### Supplied records
----------------------------------------

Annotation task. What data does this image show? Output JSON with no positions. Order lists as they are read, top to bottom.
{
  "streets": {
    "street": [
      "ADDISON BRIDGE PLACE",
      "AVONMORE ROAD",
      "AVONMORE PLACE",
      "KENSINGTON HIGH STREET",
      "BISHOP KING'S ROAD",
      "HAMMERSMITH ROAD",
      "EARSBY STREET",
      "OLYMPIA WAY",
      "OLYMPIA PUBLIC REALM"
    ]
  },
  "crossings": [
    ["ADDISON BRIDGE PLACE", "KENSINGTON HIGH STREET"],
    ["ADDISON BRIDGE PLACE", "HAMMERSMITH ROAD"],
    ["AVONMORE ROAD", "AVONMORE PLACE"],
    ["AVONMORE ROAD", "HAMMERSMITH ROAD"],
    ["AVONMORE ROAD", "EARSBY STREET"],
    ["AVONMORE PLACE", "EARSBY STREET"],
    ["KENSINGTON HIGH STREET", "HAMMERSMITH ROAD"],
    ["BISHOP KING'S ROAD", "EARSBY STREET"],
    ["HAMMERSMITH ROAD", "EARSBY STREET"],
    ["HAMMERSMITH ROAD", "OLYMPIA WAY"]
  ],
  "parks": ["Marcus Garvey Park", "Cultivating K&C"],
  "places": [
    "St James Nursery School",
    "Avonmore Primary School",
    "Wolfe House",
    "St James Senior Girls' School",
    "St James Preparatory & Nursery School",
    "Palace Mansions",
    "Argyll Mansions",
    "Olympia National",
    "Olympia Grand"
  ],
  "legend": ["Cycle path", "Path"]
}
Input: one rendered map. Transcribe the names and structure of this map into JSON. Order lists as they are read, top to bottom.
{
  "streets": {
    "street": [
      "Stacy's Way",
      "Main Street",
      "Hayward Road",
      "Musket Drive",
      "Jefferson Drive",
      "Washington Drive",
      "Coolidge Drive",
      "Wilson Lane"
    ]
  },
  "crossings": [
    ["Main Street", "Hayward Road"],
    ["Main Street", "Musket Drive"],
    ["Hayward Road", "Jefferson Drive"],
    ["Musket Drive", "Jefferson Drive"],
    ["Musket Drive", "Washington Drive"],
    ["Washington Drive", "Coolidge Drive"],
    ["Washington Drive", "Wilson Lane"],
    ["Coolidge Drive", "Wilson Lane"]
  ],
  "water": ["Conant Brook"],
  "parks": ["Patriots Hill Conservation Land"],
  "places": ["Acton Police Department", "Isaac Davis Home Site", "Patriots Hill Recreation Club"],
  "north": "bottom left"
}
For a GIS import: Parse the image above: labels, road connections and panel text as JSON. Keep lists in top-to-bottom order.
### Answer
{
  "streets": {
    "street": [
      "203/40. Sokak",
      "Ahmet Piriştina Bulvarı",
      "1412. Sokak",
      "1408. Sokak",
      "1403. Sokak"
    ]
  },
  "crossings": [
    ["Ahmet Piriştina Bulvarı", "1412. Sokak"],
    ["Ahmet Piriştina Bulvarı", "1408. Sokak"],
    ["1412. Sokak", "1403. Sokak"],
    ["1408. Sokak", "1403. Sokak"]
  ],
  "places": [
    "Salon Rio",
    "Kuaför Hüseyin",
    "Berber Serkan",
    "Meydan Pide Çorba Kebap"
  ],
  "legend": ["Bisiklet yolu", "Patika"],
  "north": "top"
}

----------------------------------------

### Exercise details
Look back at the records above. Repeat all of them exactly.

### Finished task
Annotation task. What data does this image show? Output JSON with no positions. Order lists as they are read, top to bottom.
{
  "streets": {
    "street": [
      "ADDISON BRIDGE PLACE",
      "AVONMORE ROAD",
      "AVONMORE PLACE",
      "KENSINGTON HIGH STREET",
      "BISHOP KING'S ROAD",
      "HAMMERSMITH ROAD",
      "EARSBY STREET",
      "OLYMPIA WAY",
      "OLYMPIA PUBLIC REALM"
    ]
  },
  "crossings": [
    ["ADDISON BRIDGE PLACE", "KENSINGTON HIGH STREET"],
    ["ADDISON BRIDGE PLACE", "HAMMERSMITH ROAD"],
    ["AVONMORE ROAD", "AVONMORE PLACE"],
    ["AVONMORE ROAD", "HAMMERSMITH ROAD"],
    ["AVONMORE ROAD", "EARSBY STREET"],
    ["AVONMORE PLACE", "EARSBY STREET"],
    ["KENSINGTON HIGH STREET", "HAMMERSMITH ROAD"],
    ["BISHOP KING'S ROAD", "EARSBY STREET"],
    ["HAMMERSMITH ROAD", "EARSBY STREET"],
    ["HAMMERSMITH ROAD", "OLYMPIA WAY"]
  ],
  "parks": ["Marcus Garvey Park", "Cultivating K&C"],
  "places": [
    "St James Nursery School",
    "Avonmore Primary School",
    "Wolfe House",
    "St James Senior Girls' School",
    "St James Preparatory & Nursery School",
    "Palace Mansions",
    "Argyll Mansions",
    "Olympia National",
    "Olympia Grand"
  ],
  "legend": ["Cycle path", "Path"]
}
Input: one rendered map. Transcribe the names and structure of this map into JSON. Order lists as they are read, top to bottom.
{
  "streets": {
    "street": [
      "Stacy's Way",
      "Main Street",
      "Hayward Road",
      "Musket Drive",
      "Jefferson Drive",
      "Washington Drive",
      "Coolidge Drive",
      "Wilson Lane"
    ]
  },
  "crossings": [
    ["Main Street", "Hayward Road"],
    ["Main Street", "Musket Drive"],
    ["Hayward Road", "Jefferson Drive"],
    ["Musket Drive", "Jefferson Drive"],
    ["Musket Drive", "Washington Drive"],
    ["Washington Drive", "Coolidge Drive"],
    ["Washington Drive", "Wilson Lane"],
    ["Coolidge Drive", "Wilson Lane"]
  ],
  "water": ["Conant Brook"],
  "parks": ["Patriots Hill Conservation Land"],
  "places": ["Acton Police Department", "Isaac Davis Home Site", "Patriots Hill Recreation Club"],
  "north": "bottom left"
}
For a GIS import: Parse the image above: labels, road connections and panel text as JSON. Keep lists in top-to-bottom order.
### Answer
{
  "streets": {
    "street": [
      "203/40. Sokak",
      "Ahmet Piriştina Bulvarı",
      "1412. Sokak",
      "1408. Sokak",
      "1403. Sokak"
    ]
  },
  "crossings": [
    ["Ahmet Piriştina Bulvarı", "1412. Sokak"],
    ["Ahmet Piriştina Bulvarı", "1408. Sokak"],
    ["1412. Sokak", "1403. Sokak"],
    ["1408. Sokak", "1403. Sokak"]
  ],
  "places": [
    "Salon Rio",
    "Kuaför Hüseyin",
    "Berber Serkan",
    "Meydan Pide Çorba Kebap"
  ],
  "legend": ["Bisiklet yolu", "Patika"],
  "north": "top"
}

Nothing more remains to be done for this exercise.